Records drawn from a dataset

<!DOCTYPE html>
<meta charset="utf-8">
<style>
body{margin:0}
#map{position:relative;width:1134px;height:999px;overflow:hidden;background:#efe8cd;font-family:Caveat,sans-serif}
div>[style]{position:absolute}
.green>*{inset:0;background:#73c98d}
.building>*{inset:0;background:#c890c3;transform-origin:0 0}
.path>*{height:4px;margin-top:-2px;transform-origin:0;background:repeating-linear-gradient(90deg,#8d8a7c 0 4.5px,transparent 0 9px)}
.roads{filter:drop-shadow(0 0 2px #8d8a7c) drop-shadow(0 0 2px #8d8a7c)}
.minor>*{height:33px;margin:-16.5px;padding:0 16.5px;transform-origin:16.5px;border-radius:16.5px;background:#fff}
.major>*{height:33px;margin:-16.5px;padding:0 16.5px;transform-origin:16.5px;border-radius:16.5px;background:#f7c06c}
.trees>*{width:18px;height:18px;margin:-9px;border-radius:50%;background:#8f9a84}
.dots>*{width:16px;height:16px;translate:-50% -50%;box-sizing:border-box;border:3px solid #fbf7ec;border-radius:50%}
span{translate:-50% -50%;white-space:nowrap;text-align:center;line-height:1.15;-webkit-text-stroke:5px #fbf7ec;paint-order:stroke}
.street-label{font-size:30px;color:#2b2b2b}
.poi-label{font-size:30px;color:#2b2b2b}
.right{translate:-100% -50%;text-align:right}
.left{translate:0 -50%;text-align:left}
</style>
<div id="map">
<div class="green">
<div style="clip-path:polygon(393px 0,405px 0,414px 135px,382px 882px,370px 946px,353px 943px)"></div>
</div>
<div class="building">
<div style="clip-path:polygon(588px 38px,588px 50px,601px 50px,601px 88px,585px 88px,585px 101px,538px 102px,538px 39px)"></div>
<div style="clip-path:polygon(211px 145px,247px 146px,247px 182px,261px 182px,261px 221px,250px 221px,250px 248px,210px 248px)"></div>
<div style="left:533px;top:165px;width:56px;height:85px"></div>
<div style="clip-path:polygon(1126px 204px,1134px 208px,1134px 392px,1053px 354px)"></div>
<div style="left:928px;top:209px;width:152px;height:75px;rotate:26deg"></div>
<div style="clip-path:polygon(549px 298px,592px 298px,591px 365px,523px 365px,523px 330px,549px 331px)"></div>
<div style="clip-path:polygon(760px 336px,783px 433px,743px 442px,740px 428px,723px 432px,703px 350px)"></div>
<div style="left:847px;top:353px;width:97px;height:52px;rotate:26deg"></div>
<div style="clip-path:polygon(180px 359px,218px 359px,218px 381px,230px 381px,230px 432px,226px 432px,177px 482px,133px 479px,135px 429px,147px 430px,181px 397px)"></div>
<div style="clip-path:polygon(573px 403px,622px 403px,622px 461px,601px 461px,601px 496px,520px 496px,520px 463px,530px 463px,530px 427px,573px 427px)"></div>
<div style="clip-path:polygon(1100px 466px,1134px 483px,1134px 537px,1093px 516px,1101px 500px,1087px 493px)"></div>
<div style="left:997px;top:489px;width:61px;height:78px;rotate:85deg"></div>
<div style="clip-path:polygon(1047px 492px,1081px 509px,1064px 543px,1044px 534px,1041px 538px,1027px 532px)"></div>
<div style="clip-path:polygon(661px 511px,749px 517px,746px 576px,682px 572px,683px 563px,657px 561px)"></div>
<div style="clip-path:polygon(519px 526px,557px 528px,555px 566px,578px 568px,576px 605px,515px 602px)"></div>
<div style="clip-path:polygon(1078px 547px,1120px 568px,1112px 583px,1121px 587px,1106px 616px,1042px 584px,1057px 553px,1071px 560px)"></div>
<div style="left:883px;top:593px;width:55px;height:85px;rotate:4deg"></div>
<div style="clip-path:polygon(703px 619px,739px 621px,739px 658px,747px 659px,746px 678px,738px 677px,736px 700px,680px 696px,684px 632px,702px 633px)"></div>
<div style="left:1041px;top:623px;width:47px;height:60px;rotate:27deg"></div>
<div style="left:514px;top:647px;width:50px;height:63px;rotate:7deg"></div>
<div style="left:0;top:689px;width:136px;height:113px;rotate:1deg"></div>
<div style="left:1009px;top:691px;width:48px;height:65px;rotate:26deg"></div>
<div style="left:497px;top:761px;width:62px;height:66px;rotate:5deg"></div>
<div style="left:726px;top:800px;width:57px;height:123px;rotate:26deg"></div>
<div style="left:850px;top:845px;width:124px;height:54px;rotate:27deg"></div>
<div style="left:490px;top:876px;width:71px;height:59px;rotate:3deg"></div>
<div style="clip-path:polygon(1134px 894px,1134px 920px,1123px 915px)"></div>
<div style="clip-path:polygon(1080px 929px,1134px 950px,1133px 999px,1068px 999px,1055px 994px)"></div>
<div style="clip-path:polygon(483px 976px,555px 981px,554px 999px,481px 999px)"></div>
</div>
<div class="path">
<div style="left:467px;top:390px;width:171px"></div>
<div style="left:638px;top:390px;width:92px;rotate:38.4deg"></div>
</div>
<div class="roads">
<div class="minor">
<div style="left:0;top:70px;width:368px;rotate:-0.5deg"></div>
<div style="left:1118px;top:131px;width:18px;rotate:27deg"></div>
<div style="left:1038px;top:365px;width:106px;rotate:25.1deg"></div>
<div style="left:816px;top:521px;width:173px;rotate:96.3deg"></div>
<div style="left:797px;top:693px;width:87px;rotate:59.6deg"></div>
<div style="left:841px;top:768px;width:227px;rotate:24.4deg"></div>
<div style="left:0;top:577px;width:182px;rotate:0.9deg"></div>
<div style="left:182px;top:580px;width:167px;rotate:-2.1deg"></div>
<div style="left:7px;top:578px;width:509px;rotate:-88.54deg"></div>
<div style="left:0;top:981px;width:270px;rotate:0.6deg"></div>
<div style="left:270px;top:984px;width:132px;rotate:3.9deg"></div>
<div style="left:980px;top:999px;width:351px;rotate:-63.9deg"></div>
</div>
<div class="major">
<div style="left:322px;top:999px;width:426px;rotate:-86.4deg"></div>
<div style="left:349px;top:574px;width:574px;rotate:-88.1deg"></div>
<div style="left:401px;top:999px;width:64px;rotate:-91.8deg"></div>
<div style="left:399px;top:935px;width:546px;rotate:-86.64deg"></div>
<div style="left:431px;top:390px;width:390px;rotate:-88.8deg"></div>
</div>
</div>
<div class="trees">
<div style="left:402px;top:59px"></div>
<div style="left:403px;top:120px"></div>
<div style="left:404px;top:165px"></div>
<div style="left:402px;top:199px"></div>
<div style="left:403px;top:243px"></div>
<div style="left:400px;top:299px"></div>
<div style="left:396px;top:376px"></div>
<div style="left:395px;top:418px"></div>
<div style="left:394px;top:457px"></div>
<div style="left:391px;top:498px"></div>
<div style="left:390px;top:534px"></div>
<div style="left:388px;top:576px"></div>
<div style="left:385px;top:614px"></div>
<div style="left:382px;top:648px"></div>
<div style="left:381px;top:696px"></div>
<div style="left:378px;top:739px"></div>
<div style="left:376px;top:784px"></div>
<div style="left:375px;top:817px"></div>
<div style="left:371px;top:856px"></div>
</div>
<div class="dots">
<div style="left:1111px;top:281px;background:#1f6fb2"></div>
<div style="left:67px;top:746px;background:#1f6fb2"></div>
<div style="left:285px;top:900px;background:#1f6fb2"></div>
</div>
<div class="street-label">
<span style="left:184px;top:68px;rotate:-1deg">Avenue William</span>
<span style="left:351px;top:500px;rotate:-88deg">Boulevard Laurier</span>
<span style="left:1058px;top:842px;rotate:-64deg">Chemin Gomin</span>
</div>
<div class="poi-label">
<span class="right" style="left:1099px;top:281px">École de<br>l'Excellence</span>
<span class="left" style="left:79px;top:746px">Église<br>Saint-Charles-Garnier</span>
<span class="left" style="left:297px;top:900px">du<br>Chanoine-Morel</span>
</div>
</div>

(Instructions for the task): All that is needed is the opening run of the data, given again exactly: please include every line from the first through the line with "2px #8d8a7c) drop-shadow(0", both ends kept.

(Written reply):
<!DOCTYPE html>
<meta charset="utf-8">
<style>
body{margin:0}
#map{position:relative;width:1134px;height:999px;overflow:hidden;background:#efe8cd;font-family:Caveat,sans-serif}
div>[style]{position:absolute}
.green>*{inset:0;background:#73c98d}
.building>*{inset:0;background:#c890c3;transform-origin:0 0}
.path>*{height:4px;margin-top:-2px;transform-origin:0;background:repeating-linear-gradient(90deg,#8d8a7c 0 4.5px,transparent 0 9px)}
.roads{filter:drop-shadow(0 0 2px #8d8a7c) drop-shadow(0 0 2px #8d8a7c)}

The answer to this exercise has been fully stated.